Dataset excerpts

=-=-=

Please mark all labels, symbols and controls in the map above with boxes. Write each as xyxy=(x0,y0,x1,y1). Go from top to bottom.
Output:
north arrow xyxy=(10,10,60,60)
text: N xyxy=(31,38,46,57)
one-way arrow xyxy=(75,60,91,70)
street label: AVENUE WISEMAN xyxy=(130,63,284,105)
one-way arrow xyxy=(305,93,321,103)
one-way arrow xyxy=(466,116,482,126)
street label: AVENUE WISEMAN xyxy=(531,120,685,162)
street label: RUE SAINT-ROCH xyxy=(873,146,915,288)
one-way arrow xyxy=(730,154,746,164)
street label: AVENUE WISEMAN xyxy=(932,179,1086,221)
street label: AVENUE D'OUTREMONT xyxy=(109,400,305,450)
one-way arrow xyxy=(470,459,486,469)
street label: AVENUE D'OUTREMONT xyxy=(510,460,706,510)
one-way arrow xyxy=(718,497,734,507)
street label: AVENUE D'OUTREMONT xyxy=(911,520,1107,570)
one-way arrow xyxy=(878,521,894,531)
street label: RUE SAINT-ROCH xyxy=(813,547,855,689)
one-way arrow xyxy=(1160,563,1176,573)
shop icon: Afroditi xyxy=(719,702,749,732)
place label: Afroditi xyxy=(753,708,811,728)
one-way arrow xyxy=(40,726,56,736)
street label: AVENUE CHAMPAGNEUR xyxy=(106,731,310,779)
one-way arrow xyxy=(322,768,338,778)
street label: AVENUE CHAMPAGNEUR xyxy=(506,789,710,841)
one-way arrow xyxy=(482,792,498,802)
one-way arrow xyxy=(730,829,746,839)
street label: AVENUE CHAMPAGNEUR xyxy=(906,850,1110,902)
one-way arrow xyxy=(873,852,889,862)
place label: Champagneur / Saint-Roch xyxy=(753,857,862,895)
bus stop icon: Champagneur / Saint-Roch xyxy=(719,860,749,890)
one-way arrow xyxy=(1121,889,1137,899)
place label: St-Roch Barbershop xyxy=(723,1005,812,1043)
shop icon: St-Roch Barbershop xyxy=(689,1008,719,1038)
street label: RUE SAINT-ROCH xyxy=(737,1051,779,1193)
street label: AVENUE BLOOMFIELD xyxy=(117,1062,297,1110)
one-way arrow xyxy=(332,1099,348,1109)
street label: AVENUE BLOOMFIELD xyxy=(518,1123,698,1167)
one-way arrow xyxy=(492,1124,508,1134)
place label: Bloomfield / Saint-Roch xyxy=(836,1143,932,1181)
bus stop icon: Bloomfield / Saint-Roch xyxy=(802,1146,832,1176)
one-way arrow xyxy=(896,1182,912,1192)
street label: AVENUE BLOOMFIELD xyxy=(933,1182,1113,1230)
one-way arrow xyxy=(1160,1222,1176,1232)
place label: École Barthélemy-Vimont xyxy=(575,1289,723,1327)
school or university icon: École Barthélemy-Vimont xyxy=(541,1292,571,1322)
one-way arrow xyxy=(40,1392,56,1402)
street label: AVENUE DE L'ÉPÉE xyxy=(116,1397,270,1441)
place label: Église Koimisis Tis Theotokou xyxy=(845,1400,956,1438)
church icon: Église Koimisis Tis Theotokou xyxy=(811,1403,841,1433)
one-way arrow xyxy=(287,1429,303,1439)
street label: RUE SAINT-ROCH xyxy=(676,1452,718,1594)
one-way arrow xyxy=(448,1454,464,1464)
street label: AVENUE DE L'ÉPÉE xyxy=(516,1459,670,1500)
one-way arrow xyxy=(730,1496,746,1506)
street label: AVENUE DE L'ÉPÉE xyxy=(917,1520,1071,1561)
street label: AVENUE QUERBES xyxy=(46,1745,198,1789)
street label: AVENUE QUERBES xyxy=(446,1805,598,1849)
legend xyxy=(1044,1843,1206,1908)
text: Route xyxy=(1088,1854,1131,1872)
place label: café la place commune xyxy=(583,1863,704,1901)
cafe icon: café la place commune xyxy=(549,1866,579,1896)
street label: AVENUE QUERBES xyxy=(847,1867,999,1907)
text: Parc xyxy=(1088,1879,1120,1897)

=-=-=

▸ **WHAT THE TASK REQUIRES**
Write out each entry again, character for character.

▸ **ANSWER TO THIS PROBLEM**
Please mark all labels, symbols and controls in the map above with boxes. Write each as xyxy=(x0,y0,x1,y1). Go from top to bottom.
Output:
north arrow xyxy=(10,10,60,60)
text: N xyxy=(31,38,46,57)
one-way arrow xyxy=(75,60,91,70)
street label: AVENUE WISEMAN xyxy=(130,63,284,105)
one-way arrow xyxy=(305,93,321,103)
one-way arrow xyxy=(466,116,482,126)
street label: AVENUE WISEMAN xyxy=(531,120,685,162)
street label: RUE SAINT-ROCH xyxy=(873,146,915,288)
one-way arrow xyxy=(730,154,746,164)
street label: AVENUE WISEMAN xyxy=(932,179,1086,221)
street label: AVENUE D'OUTREMONT xyxy=(109,400,305,450)
one-way arrow xyxy=(470,459,486,469)
street label: AVENUE D'OUTREMONT xyxy=(510,460,706,510)
one-way arrow xyxy=(718,497,734,507)
street label: AVENUE D'OUTREMONT xyxy=(911,520,1107,570)
one-way arrow xyxy=(878,521,894,531)
street label: RUE SAINT-ROCH xyxy=(813,547,855,689)
one-way arrow xyxy=(1160,563,1176,573)
shop icon: Afroditi xyxy=(719,702,749,732)
place label: Afroditi xyxy=(753,708,811,728)
one-way arrow xyxy=(40,726,56,736)
street label: AVENUE CHAMPAGNEUR xyxy=(106,731,310,779)
one-way arrow xyxy=(322,768,338,778)
street label: AVENUE CHAMPAGNEUR xyxy=(506,789,710,841)
one-way arrow xyxy=(482,792,498,802)
one-way arrow xyxy=(730,829,746,839)
street label: AVENUE CHAMPAGNEUR xyxy=(906,850,1110,902)
one-way arrow xyxy=(873,852,889,862)
place label: Champagneur / Saint-Roch xyxy=(753,857,862,895)
bus stop icon: Champagneur / Saint-Roch xyxy=(719,860,749,890)
one-way arrow xyxy=(1121,889,1137,899)
place label: St-Roch Barbershop xyxy=(723,1005,812,1043)
shop icon: St-Roch Barbershop xyxy=(689,1008,719,1038)
street label: RUE SAINT-ROCH xyxy=(737,1051,779,1193)
street label: AVENUE BLOOMFIELD xyxy=(117,1062,297,1110)
one-way arrow xyxy=(332,1099,348,1109)
street label: AVENUE BLOOMFIELD xyxy=(518,1123,698,1167)
one-way arrow xyxy=(492,1124,508,1134)
place label: Bloomfield / Saint-Roch xyxy=(836,1143,932,1181)
bus stop icon: Bloomfield / Saint-Roch xyxy=(802,1146,832,1176)
one-way arrow xyxy=(896,1182,912,1192)
street label: AVENUE BLOOMFIELD xyxy=(933,1182,1113,1230)
one-way arrow xyxy=(1160,1222,1176,1232)
place label: École Barthélemy-Vimont xyxy=(575,1289,723,1327)
school or university icon: École Barthélemy-Vimont xyxy=(541,1292,571,1322)
one-way arrow xyxy=(40,1392,56,1402)
street label: AVENUE DE L'ÉPÉE xyxy=(116,1397,270,1441)
place label: Église Koimisis Tis Theotokou xyxy=(845,1400,956,1438)
church icon: Église Koimisis Tis Theotokou xyxy=(811,1403,841,1433)
one-way arrow xyxy=(287,1429,303,1439)
street label: RUE SAINT-ROCH xyxy=(676,1452,718,1594)
one-way arrow xyxy=(448,1454,464,1464)
street label: AVENUE DE L'ÉPÉE xyxy=(516,1459,670,1500)
one-way arrow xyxy=(730,1496,746,1506)
street label: AVENUE DE L'ÉPÉE xyxy=(917,1520,1071,1561)
street label: AVENUE QUERBES xyxy=(46,1745,198,1789)
street label: AVENUE QUERBES xyxy=(446,1805,598,1849)
legend xyxy=(1044,1843,1206,1908)
text: Route xyxy=(1088,1854,1131,1872)
place label: café la place commune xyxy=(583,1863,704,1901)
cafe icon: café la place commune xyxy=(549,1866,579,1896)
street label: AVENUE QUERBES xyxy=(847,1867,999,1907)
text: Parc xyxy=(1088,1879,1120,1897)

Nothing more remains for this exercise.